Tropical Contemporary presents, "You do not Have to be Good" featuring artists Susan Kruger-Barber, Ben Lenoir and Andrew Nigon. This multimedia exhibition addresses issues and cultures of morality in conflict and reclamation of LGBTQ+ identity and aesthetics.
"You do not Have to be Good" opens on Friday, January 11th from 6-9pm. Gallery hours will be on Saturdays 1/12 and 1/19 from 1-4pm
--- Susan Kruger-Barber Latter-Day-Saint (Mormon) pioneers fled the settled United States after Joseph Smith was murdered and Nauvoo burned. In Utah, they suffered more persecution for practicing polygamy coupled with fighting for women’s suffrage. Carrying epigenetics of maltreatment, the Church of Jesus Christ of Latter-Day Saints currently fights same-sex marriage and queer identity. Their LGBTQ* community lives on a rollercoaster of small gestures of acceptance and great acts of exclusion. LGBTQ* believers and somewhat allies survive on a yo-yo that rarely peaks and often plummets.
Ben Lenoir My practice begins in rumination and emotion, then ends in evaluation and reflection. This project began as a means to connect with the bullying I experienced as an adolescent. I connect to that experience through language since verbal abuse was central to it. I’ve been called ‘faggot’ over 1000 times in my life and I have written it just as many times in 2018. As the work evolved, the letterforms became increasingly abstracted—a kind of visual semantic saturation. The once perfectly formed words turned into gestures and suggestions rather than an epithet. The collection of works displayed here depict the experience of cognitive dissonance established by bullying based on sexual identity.

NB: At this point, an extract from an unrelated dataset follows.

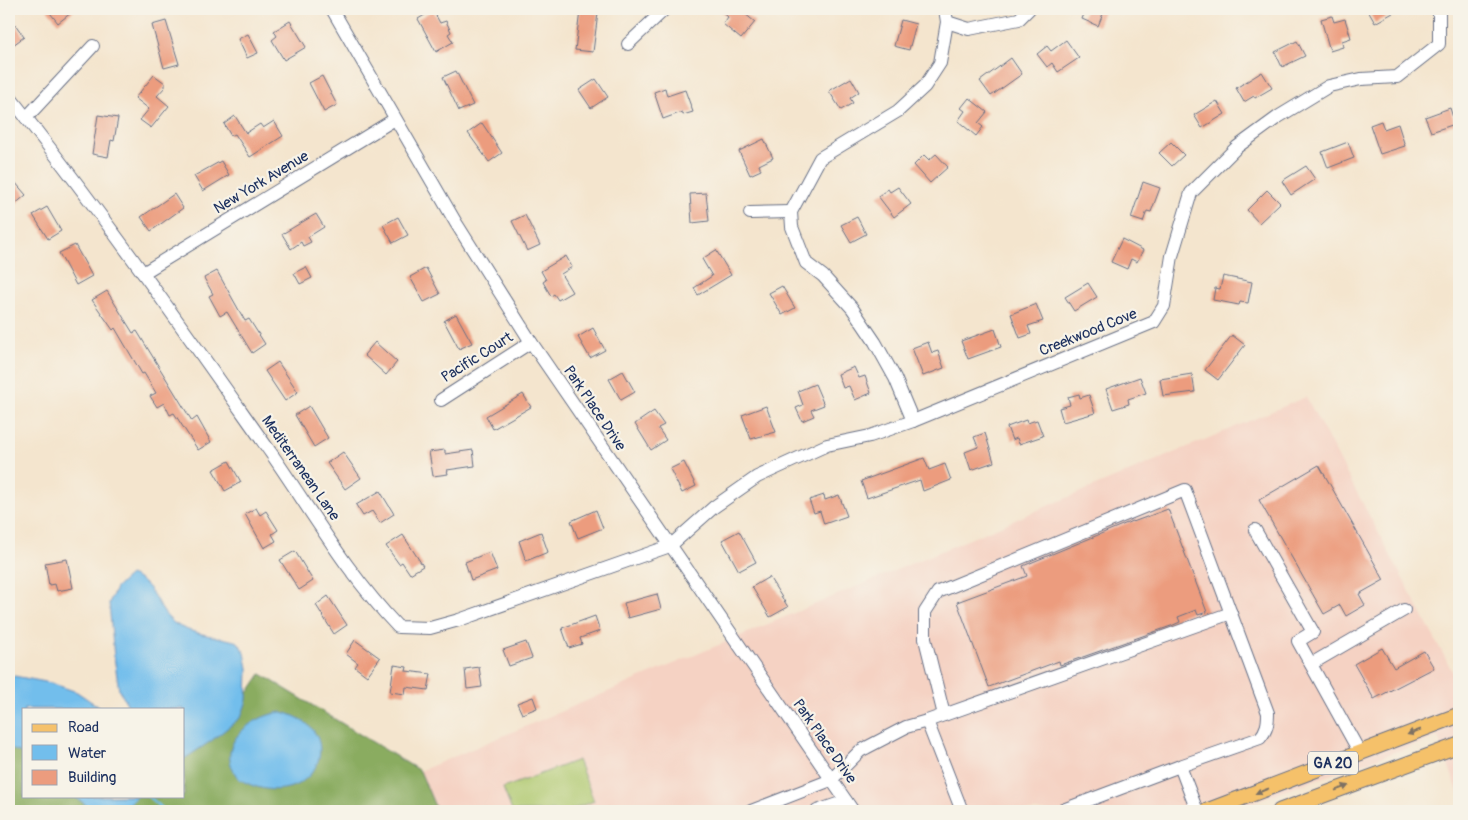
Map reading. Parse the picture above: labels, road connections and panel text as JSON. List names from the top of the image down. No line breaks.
{"streets":{"main road":["GA 20"],"street":["New York Avenue","Creekwood Cove","Pacific Court","Park Place Drive","Mediterranean Lane"]},"crossings":[["New York Avenue","Park Place Drive"],["New York Avenue","Mediterranean Lane"],["Creekwood Cove","Park Place Drive"],["Creekwood Cove","Mediterranean Lane"],["Pacific Court","Park Place Drive"],["Park Place Drive","Mediterranean Lane"]],"legend":["Road","Water","Building"]}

Andrew Nigon Andrew Nigon is a sculpture and installation artist based in Albany, OR. His figurative work draws conceptual inspiration from Catholic symbolism with a focus on the human form theatrically displaying themes of trauma, decay, and resilience. His practice relies on a playful experimentation of material and process to create forms that challenge and manipulate established iconography. His works are heroic yet tragic monuments devoted souls trapped in an incomplete and imperfect world. The travails of walking a tightrope of religious participation within a place of patterned rejection.